These two in particular caught my eye:
2. “A Flawless Silence” by Yiyun Li (The New Yorker, April 2018)
“Sandra said that she had called Chuck a bigot to his face, and he had called her an equally bad name. Min had not called Rich anything denigrating. He had married her because she was not the kind of woman who would use strong words.”
“A Flawless Silence” is about a Chinese-American woman whose husband is a Republican and a jerk.

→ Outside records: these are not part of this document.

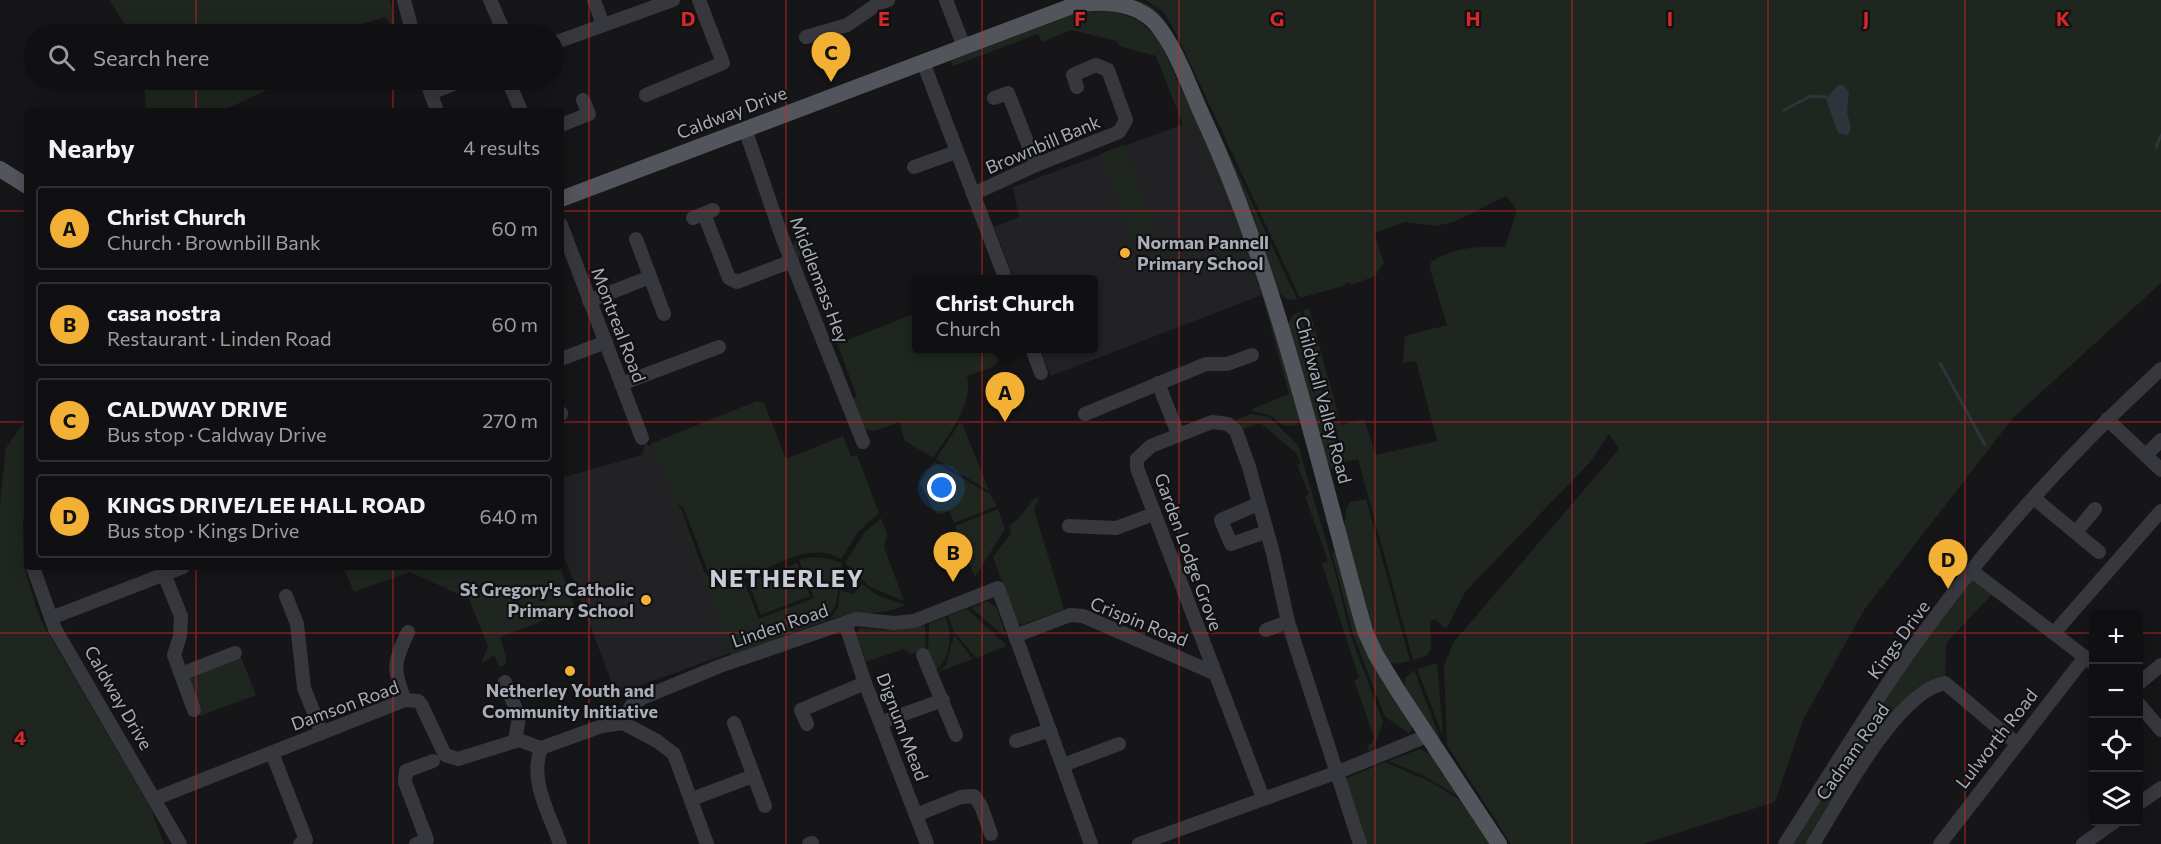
<!DOCTYPE html>
<html lang="en">
<head>
<meta charset="utf-8">
<style>
	body { margin:0; font-family:Commissioner,sans-serif; background:#19191b; color:#f1f3f6 }
	.controls { position:absolute; right:18px; bottom:18px; display:grid; overflow:hidden; border-radius:6px; box-shadow:0 3px 15px #0003 }
	.controls button { width:54px; height:54px; display:grid; place-items:center; padding:0; border:0; border-bottom:2px solid #303032; background:#101012; color:#f1f3f6; font:30px sans-serif }
	.you { position:absolute; left:942px; top:488px; width:21px; height:21px; margin:-15px; border:4px solid #fff; border-radius:50%; background:#1a73e8; box-shadow:0 0 0 9px #1a73e833 }
	.badge { display:grid; place-items:center; width:39px; height:39px; border-radius:50%; background:#f2b134; color:#111; font-size:20px; font-weight:700 }
	.pin { position:absolute; translate:-50% -50px; filter:drop-shadow(0 2px 3px #0008) }
	.pin::after { content:''; position:absolute; top:32px; width:21px; height:18px; background:inherit; clip-path:polygon(0 0,100% 0,50% 100%) }
	.popup { position:absolute; left:912px; top:275px; width:186px; height:78px; box-sizing:border-box; display:grid; place-content:center; border-radius:6px; background:#101012; filter:drop-shadow(0 2px 4px #0005); font-size:20px; white-space:nowrap; color:#9c9d9f }
	.popup b { font-size:22px; color:#f1f3f6 }
	.popup::after { content:''; position:absolute; left:50%; top:100%; margin-left:-12px; border:12px solid transparent; border-top-color:#101012 }
	.list { margin:0; padding:0; list-style:none }
	h2 { display:flex; justify-content:space-between; align-items:center; height:78px; margin:0; padding:0 24px; font-size:26px }
	h2 small { font-size:20px; font-weight:400; color:#9c9d9f }
	.list li { display:grid; grid-template-columns:39px 1fr auto; gap:18px; align-items:center; box-sizing:border-box; height:84px; margin:0 12px 12px; padding:0 12px; border:2px solid #303032; border-radius:6px }
	.list b { display:block; font-size:22px; white-space:nowrap }
	.list p { margin:0; font-size:20px; white-space:nowrap; color:#9c9d9f }
	.list em { font-size:20px; font-style:normal; color:#9c9d9f }
	.icon { flex:none; width:33px; height:33px; fill:none; stroke:currentColor; stroke-width:2; stroke-linecap:round; stroke-linejoin:round }
	.map { position:relative; flex:none; width:2161px; height:844px; overflow:hidden }
	.search { position:absolute; background:#101012; box-shadow:0 3px 15px #0003; left:24px; top:24px; width:540px; height:66px; display:flex; align-items:center; gap:15px; box-sizing:border-box; padding:0 21px; border-radius:33px; color:#9c9d9f; font-size:22px }
	.panel { position:absolute; background:#101012; box-shadow:0 3px 15px #0003; left:24px; top:108px; width:540px; height:462px; border-radius:6px }
	.map>svg:first-child { display:block }
	.built { fill:#222225 }
	.green { fill:#1e261f }
	.water { fill:#2c353c }
	.lines { fill:none; stroke-linecap:round; stroke-linejoin:round }
	.stream { stroke:#2c353c; stroke-width:3 }
	.minor { stroke:#37383d; stroke-width:14 }
	.major { stroke:#53555c; stroke-width:16 }
	.grid { fill:none; stroke:#d62828; stroke-width:1.5; stroke-opacity:0.55 }
	.poi-dot { fill:#f2b134; stroke:#111113; stroke-width:2 }
	.labels { text-anchor:middle; stroke-width:4.5; stroke-linejoin:round; paint-order:stroke }
	.street-label { font-size:18px; fill:#a8adb8; stroke:#111113 }
	.poi-label { font-size:18px; font-weight:bold; fill:#a8adb8; stroke:#111113; text-anchor:start }
	.district-label { font-size:24px; font-weight:bold; letter-spacing:1.5px; fill:#c9ccd4; stroke:#111113 }
	.grid-label { font-size:20px; text-anchor:middle; font-weight:bold; fill:#d62828; stroke:#111113; stroke-width:4.5; stroke-linejoin:round; paint-order:stroke }
</style>
</head>
<body>
<div class="map">
<svg width="2161" height="844" viewBox="0 0 2161 844">
	<rect width="100%" height="100%" fill="#161618"/>
	<g class="built">
		<polygon points="1192,121 1229,205 1262,295 1051,376 1040,349 1094,348 1094,280 1014,279 994,227 1019,217 1013,187"/>
		<polygon points="645,443 654,449 671,485 730,653 616,694 561,548 561,478 642,455"/>
	</g>
	<g class="green">
		<polygon points="110,0 390,0 395,24 390,25 386,17 327,34 130,34"/>
		<path d="M1131,0C1151,0 1163,16 1172,32L1297,299L1288,300L1279,293L1252,212L1204,105Z"/>
		<path d="M1146,0H2161V283L2013,418L1864,610L1803,720L1775,802L1643,844H1511L1447,745L1444,666L1453,643L1619,449L1609,434L1590,462L1465,592L1446,629L1435,619L1430,621L1431,649L1426,656L1413,660L1358,459L1344,462L1334,423L1340,421L1341,425L1364,419L1376,455L1437,441L1416,361L1403,363L1405,336L1447,325L1430,269L1431,262C1456,247 1477,246 1505,247L1517,210L1506,196L1454,222L1436,226L1405,222L1374,233L1384,263L1375,276L1352,285L1348,282L1343,286L1300,298L1174,29L1164,13Z"/>
		<polygon points="1111,10 1138,20 1159,40 1236,207 1301,418 1297,422 1298,425 1285,426 1269,415 1250,410 1289,394 1262,295 1229,205 1192,121 1183,125 1156,56 1119,46 1117,41 1071,30 1042,42 1038,34 953,66 951,61 1073,14"/>
		<polygon points="144,80 288,80 222,111 146,111"/>
		<polygon points="1124,145 1158,233 1134,242 1100,154"/>
		<path d="M796,239L802,243L840,343L916,313V348L1015,349L990,368L967,376C974,404 948,435 933,458L904,440L900,422L874,431L863,428L850,400L857,397L811,271L803,258L798,257L793,246Z"/>
		<polygon points="1309,308 1339,418 1333,420 1303,310"/>
		<polygon points="1300,311 1343,470 1334,473 1326,459 1288,324 1293,315"/>
		<path d="M757,401L764,403L786,459L843,436L851,456L857,455L879,513L858,532L841,559C799,535 759,585 720,581L708,571L683,507L676,504L650,444Z"/>
		<polygon points="1251,414 1269,417 1298,445 1336,575 1350,634 1383,722 1373,750 1369,751 1367,745 1372,743 1374,737 1354,680 1359,678 1322,563 1328,561 1305,496 1309,494 1297,465 1301,463 1296,453 1260,423 1241,430 1234,420"/>
		<polygon points="27,418 27,492 23,521 24,567 40,619 150,807 164,844 0,844 0,504 6,448"/>
		<polygon points="962,423 989,491 936,459 959,424"/>
		<polygon points="934,462 990,494 997,506 954,523 949,511 941,514 935,513 920,483"/>
		<path d="M1040,496L1034,509L1064,609L1022,625L1017,622L993,557L1011,533L1009,525C1023,520 1026,502 1040,496Z"/>
		<polygon points="1366,499 1410,661 1394,664 1386,660 1378,646 1344,529 1346,510 1350,502"/>
		<path d="M677,508L681,509L704,572L712,581L722,585L743,579L759,619L814,598L799,560C814,555 828,557 842,563L836,605L825,621L731,656Z"/>
		<path d="M998,509L1005,529L975,577C968,559 960,543 955,526Z"/>
		<polygon points="881,518 887,534 884,547 904,601 870,587 845,563 864,533"/>
		<polygon points="1337,551 1413,726 1409,733 1385,717 1353,634 1332,553"/>
		<polygon points="797,563 810,596 761,615 748,582"/>
		<polygon points="343,567 560,567 575,609 500,637 506,657 506,664 499,667 494,655 481,664 488,646 469,599 410,572 354,592"/>
		<polygon points="1972,571 1997,589 1946,643 1945,683 1906,706 1816,844 1786,844"/>
		<path d="M862,584L877,595L906,605C881,617 857,611 830,619L838,607L840,590L853,594Z"/>
		<polygon points="987,601 996,607 1007,638 971,608"/>
		<polygon points="967,609 1005,644 1006,646 976,658 954,632 948,616"/>
		<path d="M945,617C953,634 951,657 936,670L928,650L929,624Z"/>
		<path d="M925,625L926,649L912,654L904,649L866,662L856,635L860,628C884,631 902,631 925,625Z"/>
		<polygon points="954,635 973,659 938,672 946,665"/>
		<polygon points="241,657 256,695 200,716 189,679 194,674"/>
		<polygon points="1437,663 1443,732 1442,734 1417,669"/>
		<polygon points="1414,670 1440,738 1436,741 1404,688 1406,677"/>
		<polygon points="1420,749 1431,754 1458,796 1422,775 1388,761"/>
		<polygon points="1385,762 1431,782 1460,800 1490,844 1364,844 1345,779"/>
	</g>
	<polygon class="water" points="1838,85 1843,85 1849,92 1847,112 1851,128 1848,135 1838,133 1826,99"/>
	<g class="lines">
		<g class="stream">
			<polyline points="1784,110 1811,96 1826,97"/>
			<polyline points="2156,147 2161,135"/>
			<polyline points="1940,363 1985,445"/>
		</g>
		<g class="minor">
			<polyline points="404,0 413,34"/>
			<polyline points="490,0 505,34"/>
			<polyline points="594,0 603,25"/>
			<polyline points="946,0 964,47"/>
			<polyline points="806,37 847,25 879,3 888,0"/>
			<polyline points="554,43 673,0"/>
			<polyline points="923,62 1006,280"/>
			<polyline points="426,80 437,111"/>
			<polyline points="508,80 521,111"/>
			<polyline points="431,93 463,80"/>
			<polyline points="646,95 723,63 699,0"/>
			<polyline points="994,98 1008,93 1036,165"/>
			<polyline points="561,125 589,114 583,100"/>
			<polyline points="745,129 782,237 863,442"/>
			<polyline points="914,167 956,152"/>
			<polyline points="973,194 1036,165 1119,132 1126,120 1108,70 1096,65 1073,75 1077,87"/>
			<polyline points="704,214 729,278 737,282 792,261"/>
			<polyline points="693,218 713,210"/>
			<polyline points="561,225 642,438"/>
			<polyline points="636,239 664,314"/>
			<polyline points="589,301 650,277"/>
			<polyline points="1032,348 1041,373"/>
			<polyline points="561,359 606,342"/>
			<polyline points="1158,383 1178,434"/>
			<polyline points="621,384 719,347"/>
			<polyline points="561,413 561,414"/>
			<polyline points="1085,414 1206,364 1227,364 1252,355"/>
			<polyline points="2107,419 2161,470"/>
			<polyline points="2146,455 2161,440"/>
			<polyline points="2035,499 2099,552"/>
			<polyline points="1258,504 1221,520 1231,544 1266,532"/>
			<polyline points="1069,526 1116,528 1154,514"/>
			<polyline points="2076,532 2095,509"/>
			<polyline points="33,567 55,629 180,844"/>
			<polyline points="1972,571 2094,664"/>
			<polyline points="164,574 181,616 180,636 174,655 194,710"/>
			<polyline points="286,596 297,624 304,688 322,733"/>
			<polyline points="51,618 183,567"/>
			<polyline points="845,623 865,683 927,844"/>
			<polyline points="1266,630 1288,622"/>
			<polyline points="2054,633 2161,511"/>
			<polyline points="1015,636 1070,615 1083,616 1214,673"/>
			<polyline points="923,655 956,735"/>
			<polyline points="181,674 235,653"/>
			<polyline points="505,682 519,717 515,741"/>
			<polyline points="2138,684 2161,665"/>
			<path d="M405,700C392,668 394,662 408,632"/>
			<polyline points="2138,703 2161,730"/>
			<polyline points="882,722 943,700"/>
			<polyline points="623,723 631,706 642,698 720,666 856,619 894,623 914,621 998,588 1091,844"/>
			<polyline points="623,723 657,741 674,754 707,844"/>
			<polyline points="734,723 765,806"/>
			<polyline points="807,724 801,710 865,683"/>
			<polyline points="1016,741 1050,730"/>
			<path d="M541,748C529,780 549,813 560,844"/>
			<polyline points="272,753 306,840 300,844"/>
			<polyline points="1063,765 1119,744"/>
			<polyline points="1263,798 1137,468 1137,459 1151,446 1212,422 1228,424 1236,431 1249,467 1273,553 1288,622 1360,844"/>
			<polyline points="154,799 405,700 418,701 421,704 445,755 458,759 519,740 541,748 602,726 623,723"/>
			<polyline points="692,799 753,776"/>
			<polyline points="2138,804 2161,788"/>
			<polyline points="916,815 961,797 974,796 981,806 991,834"/>
			<polyline points="416,844 427,840 405,782 406,771 433,761"/>
			<polyline points="809,844 812,843"/>
			<polyline points="1139,844 1338,772 1427,736"/>
			<path d="M1785,844C1821,788 1856,731 1893,676C1969,564 2062,460 2161,369"/>
			<path d="M1813,844C1839,803 1897,691 1945,683L2016,743"/>
			<polyline points="1940,844 2085,657"/>
			<polyline points="2083,844 2114,822"/>
		</g>
		<g class="major">
			<polyline points="0,169 27,186"/>
			<path d="M561,199L1072,6C1099,0 1136,1 1156,24C1176,47 1190,89 1203,117C1279,281 1316,458 1365,631L1376,655L1400,694L1499,844"/>
		</g>
	</g>
	<path class="grid" d="M196,0V34M393,0V34M589,0V844M786,0V844M982,0V844M1179,0V844M1375,0V844M1572,0V844M1768,0V844M1965,0V844M196,80V111M393,80V111M0,211H27M561,211H2161M0,422H27M561,422H2161M196,567V844M393,567V844M0,633H2094M2138,633H2161"/>
	<g class="poi-dot">
		<circle cx="1125" cy="253" r="6"/>
		<circle cx="646" cy="600" r="6"/>
		<circle cx="570" cy="671" r="6"/>
	</g>
	<g class="labels">
		<g class="street-label">
			<text transform="translate(732 113) rotate(-21)" y="6">Caldway Drive</text>
			<text transform="translate(1043 145) rotate(-23)" y="6">Brownbill Bank</text>
			<text transform="translate(819 280) rotate(69)" y="6">Middlemass Hey</text>
			<text transform="translate(618 325) rotate(69)" y="6">Montreal Road</text>
			<text transform="translate(1323 400) rotate(75)" y="6">Childwall Valley Road</text>
			<text transform="translate(1188 552) rotate(70)" y="6">Garden Lodge Grove</text>
			<text transform="translate(1139 622) rotate(22)" y="6">Crispin Road</text>
			<text transform="translate(780 626) rotate(-19)" y="6">Linden Road</text>
			<text transform="translate(1899 640) rotate(-54)" y="6">Kings Drive</text>
			<text transform="translate(118 698) rotate(60)" y="6">Caldway Drive</text>
			<text transform="translate(345 706) rotate(-20)" y="6">Damson Road</text>
			<text transform="translate(902 727) rotate(69)" y="6">Dignum Mead</text>
			<text transform="translate(1997 739) rotate(-52)" y="6">Lulworth Road</text>
			<text transform="translate(1853 752) rotate(-55)" y="6">Cadnam Road</text>
		</g>
		<g class="poi-label">
			<text x="1137" y="249">Norman Pannell<tspan x="1137" dy="21">Primary School</tspan></text>
			<text x="634" y="596" text-anchor="end">St Gregory's Catholic<tspan x="634" dy="21">Primary School</tspan></text>
			<text x="570" y="697" text-anchor="middle">Netherley Youth and<tspan x="570" dy="21">Community Initiative</tspan></text>
		</g>
		<g class="district-label">
			<text x="787" y="587">NETHERLEY</text>
		</g>
	</g>
	<g class="grid-label">
		<text x="688" y="26">D</text>
		<text x="884" y="26">E</text>
		<text x="1080" y="26">F</text>
		<text x="1277" y="26">G</text>
		<text x="1473" y="26">H</text>
		<text x="1670" y="26">I</text>
		<text x="1866" y="26">J</text>
		<text x="2063" y="26">K</text>
		<text x="20" y="745">4</text>
	</g>
</svg>
<div class="controls">
<button>+</button>
<button>−</button>
<button><svg class="icon" aria-label="locate" viewBox="0 0 24 24"><circle cx="12" cy="12" r="6"/><path d="M12 2v4M12 18v4M2 12h4M18 12h4"/></svg></button>
<button><svg class="icon" aria-label="layers" viewBox="0 0 24 24"><path d="M12 4l9 5-9 5-9-5zM3 14l9 5 9-5"/></svg></button>
</div>
<div class="you"></div>
<div class="pin badge" style="left:1005px;top:422px">A</div>
<div class="popup"><b>Christ Church</b>Church</div>
<div class="pin badge" style="left:953px;top:582px">B</div>
<div class="pin badge" style="left:831px;top:82px">C</div>
<div class="pin badge" style="left:1948px;top:589px">D</div>
<div class="search"><svg class="icon" aria-label="search" viewBox="0 0 24 24"><circle cx="10" cy="10" r="6"/><path d="M15 15l6 6"/></svg>Search here</div>
<section class="panel">
<h2>Nearby<small>4 results</small></h2>
<ul class="list">
<li><span class="badge">A</span><div><b>Christ Church</b><p>Church · Brownbill Bank</p></div><em>60 m</em></li>
<li><span class="badge">B</span><div><b>casa nostra</b><p>Restaurant · Linden Road</p></div><em>60 m</em></li>
<li><span class="badge">C</span><div><b>CALDWAY DRIVE</b><p>Bus stop · Caldway Drive</p></div><em>270 m</em></li>
<li><span class="badge">D</span><div><b>KINGS DRIVE/LEE HALL ROAD</b><p>Bus stop · Kings Drive</p></div><em>640 m</em></li>
</ul>
</section>
</div>
</body>
</html>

Though set in California, the story has a strong New Jersey WeChat energy, which should be recognizable to anyone who has ever gone to a Harvard meetup in New Jersey or spent considerable time among the New Jersey-Harvard WeChat crowd; no other writer has so precisely captured the zeitgeist of this unique demographic. (If you know, you know, and vice versa.)
3. “Mothers, Lock Up Your Daughters Because They Are Terrifying” by Alice Sola Kim (Monstrous Affections: An Anthology of Beastly Tales)
“At midnight we parked by a Staples and tried some seriously dark fucking magic.”
In “Mothers, Lock Up Your Daughters Because They Are Terrifying,” a group of Korean-American adoptees casts a spell to be reunited with their respective biological mothers. At once hilarious, disturbing, and tender, this story is sure to resonate with anyone who has ever missed or hated her mother. Fans of science fiction and fantasy writing in particular will be sure to enjoy Alice Sola Kim’s other stories, including “The Next World and the Next” (Lenny Letter, July 2016).